Mental Health Monday: Keep Calm and Pray

To everything there is a season, right? At least that’s what the Bible says. And The Byrds. (my senior year of high school….)

But as a Christian I’ve always been taught to “pray at all times” (Luke 18:1). In the Orthodox Church, we are encouraged to pray set Morning and Evening Prayers—along with reading specified Scripture verses—whether we feel like it or not. That even “going through the motions” is better than nothing.

But yesterday I read these words by a beloved Saint of the Orthodox Church, John of Kronstadt:

“When ill or suffering pain, or when overcome by grief, man, in the beginning, cannot have burning faith or love for God, because during illness or sorrow the heart is aching, and faith and love require a healthy, calm heart: therefore we must not be too sorry if during illness or grief we are not able to pray and to love God as we should. There is a time for everything. Even for prayer, it is sometimes the wrong time.”

The wrong time for prayer? I find that somehow comforting. Especially when I’m sick. Or depressed. Maybe at those times I would do better to just be quiet and wait patiently for a time when I have a “healthy, calm heart” to pray.

Several years ago I read Mary Karr’s wonderful book, Sinners Welcome, in which she describes her struggle to pray in times of pain, of doubt, of darkness, and how poetry, rather than prayer, helps her during those times:

“In this state—what Dickinson called ‘sumptuous destitution’—prayer was a slow spin on a hot spit, but poetry could still draw me out of myself, easing my loneliness as it had since earliest kidhood. Poets were my first priests, and poetry itself my first altar…. The first source of awe for me, partly because of how it could ease my sense of isolation: it was a line thrown from seemingly glorious Others to my drear-minded self.”

Icon of the Feast of Transfiguration

What poetry often does for Karr, the music of my faith, and the icons, incense and other physical images can do for me. They can bring me out of the darkness, the slump, or just the lazy summer blues. I felt that happening last night at Great Vespers at my parish, St. John Orthodox. And so this morning I will go to the Feast of the Transfiguration at St. John, where I will hear, smell, see and touch those physical images—including the Body and Blood of Jesus—and if I let them, they can bring healing. If I leave a space for God to change me, as I wrote about in this post two years ago: “Can People Change?”

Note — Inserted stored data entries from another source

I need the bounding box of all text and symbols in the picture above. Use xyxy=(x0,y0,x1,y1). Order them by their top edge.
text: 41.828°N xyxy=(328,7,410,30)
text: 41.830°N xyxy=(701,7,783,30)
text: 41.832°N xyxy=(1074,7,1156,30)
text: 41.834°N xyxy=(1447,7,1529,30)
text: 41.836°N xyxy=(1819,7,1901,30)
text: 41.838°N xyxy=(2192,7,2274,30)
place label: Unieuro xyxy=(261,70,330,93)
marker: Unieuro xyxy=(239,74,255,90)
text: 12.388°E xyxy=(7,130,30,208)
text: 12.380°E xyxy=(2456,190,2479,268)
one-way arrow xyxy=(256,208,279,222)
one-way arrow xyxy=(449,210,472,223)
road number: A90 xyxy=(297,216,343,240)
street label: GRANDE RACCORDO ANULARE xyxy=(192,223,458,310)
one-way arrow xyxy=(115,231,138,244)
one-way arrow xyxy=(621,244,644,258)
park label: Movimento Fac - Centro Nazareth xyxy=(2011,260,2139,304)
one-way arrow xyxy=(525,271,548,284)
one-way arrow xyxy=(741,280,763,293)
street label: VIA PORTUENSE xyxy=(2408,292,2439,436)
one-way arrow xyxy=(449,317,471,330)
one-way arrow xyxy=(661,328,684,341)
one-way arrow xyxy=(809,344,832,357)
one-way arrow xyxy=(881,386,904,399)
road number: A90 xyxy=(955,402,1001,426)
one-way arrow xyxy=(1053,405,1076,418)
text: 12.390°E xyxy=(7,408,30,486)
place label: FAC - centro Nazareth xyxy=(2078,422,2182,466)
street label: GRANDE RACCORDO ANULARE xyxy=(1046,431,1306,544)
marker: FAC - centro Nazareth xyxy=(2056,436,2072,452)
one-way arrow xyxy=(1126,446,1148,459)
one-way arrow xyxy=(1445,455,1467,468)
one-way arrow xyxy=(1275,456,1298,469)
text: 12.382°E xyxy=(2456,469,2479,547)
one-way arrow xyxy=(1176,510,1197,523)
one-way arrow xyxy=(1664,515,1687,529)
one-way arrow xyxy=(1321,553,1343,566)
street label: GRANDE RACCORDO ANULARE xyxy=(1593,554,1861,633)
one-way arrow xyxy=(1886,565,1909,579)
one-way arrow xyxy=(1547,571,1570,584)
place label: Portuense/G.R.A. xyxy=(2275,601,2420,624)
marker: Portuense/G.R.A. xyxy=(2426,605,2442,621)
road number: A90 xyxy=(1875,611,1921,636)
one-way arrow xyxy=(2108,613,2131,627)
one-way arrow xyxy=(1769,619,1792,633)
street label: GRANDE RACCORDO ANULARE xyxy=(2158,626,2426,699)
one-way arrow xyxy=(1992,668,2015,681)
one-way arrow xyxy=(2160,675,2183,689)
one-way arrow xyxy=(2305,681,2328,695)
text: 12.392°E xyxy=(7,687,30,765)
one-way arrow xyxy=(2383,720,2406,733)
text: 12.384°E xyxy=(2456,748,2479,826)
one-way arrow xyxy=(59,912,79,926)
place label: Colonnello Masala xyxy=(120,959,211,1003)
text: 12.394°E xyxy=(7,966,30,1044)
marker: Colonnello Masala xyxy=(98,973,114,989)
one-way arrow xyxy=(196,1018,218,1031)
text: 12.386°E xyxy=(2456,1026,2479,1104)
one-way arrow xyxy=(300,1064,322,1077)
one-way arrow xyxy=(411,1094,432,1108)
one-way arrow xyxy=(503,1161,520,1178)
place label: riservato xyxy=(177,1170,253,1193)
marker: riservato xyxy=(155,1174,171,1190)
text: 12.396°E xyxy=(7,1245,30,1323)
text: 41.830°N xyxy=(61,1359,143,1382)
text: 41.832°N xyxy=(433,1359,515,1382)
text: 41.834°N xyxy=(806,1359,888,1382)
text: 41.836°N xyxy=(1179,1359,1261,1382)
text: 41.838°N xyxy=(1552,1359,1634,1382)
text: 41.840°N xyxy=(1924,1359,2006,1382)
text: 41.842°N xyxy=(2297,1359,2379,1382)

What do you do when you feel too sick, depressed, or weary to pray? Or to participate in exercise, meditation, or other healthy activities? Do you just press through? Or do you give yourself room to rest, and wait until you feel stronger before returning to those disciplines? I’d love to hear from you….

 

4 comments


  • Susan

    For me, I have to walk through p’s to get to God….I have to remind myself that this problem, crisis, or upset is not permanent – it will pass (I must select the thick folder from memory of passing troubles and not the thin one of my singular dark cloud events); it is not pervasive- I have to pull up a few items of gratitude and know my life is abundant; and, it’s not personal-this didn’t happen because I am a bad person, God’s wrath etc.. Pema Chodron teaches to breathe in the pain and link it to every person in the world who is experiencing the same trouble. Breathe out the intention that they and myself be freed from the pain of this event. We can chose to endure linked to the community of fellow travelers in spirit. I get way down in my bog if I don’t expand my circle. Walking, exercise helps too. I can say I can’t change my circumstance, but I can face it as strong as I can be.
    Thanks for the post. I’m in my Mom’s hospital room. She had a pacemaker put in Friday. She’s not so strong physically. I wonder what her slipping away mind thinks of all this going on around her……Breathe

    August 6, 2012
    • Susan, your comments always help me. Keeping your mom in my thoughts and prayers. Thanks for reading and commenting.

      August 6, 2012
  • Dana McCain

    In moments (or seasons) when I am too broken to pray, I’ve been comforted by the knowledge that the Holy Spirit is still interceding for me…In the same way, the Spirit helps us in our weakness. We do not know what we ought to pray for, but the Spirit himself intercedes for us through wordless groans. (Romans 8:26 NIV)

    August 6, 2012
    • What a great reminder, Dana. Thanks so much.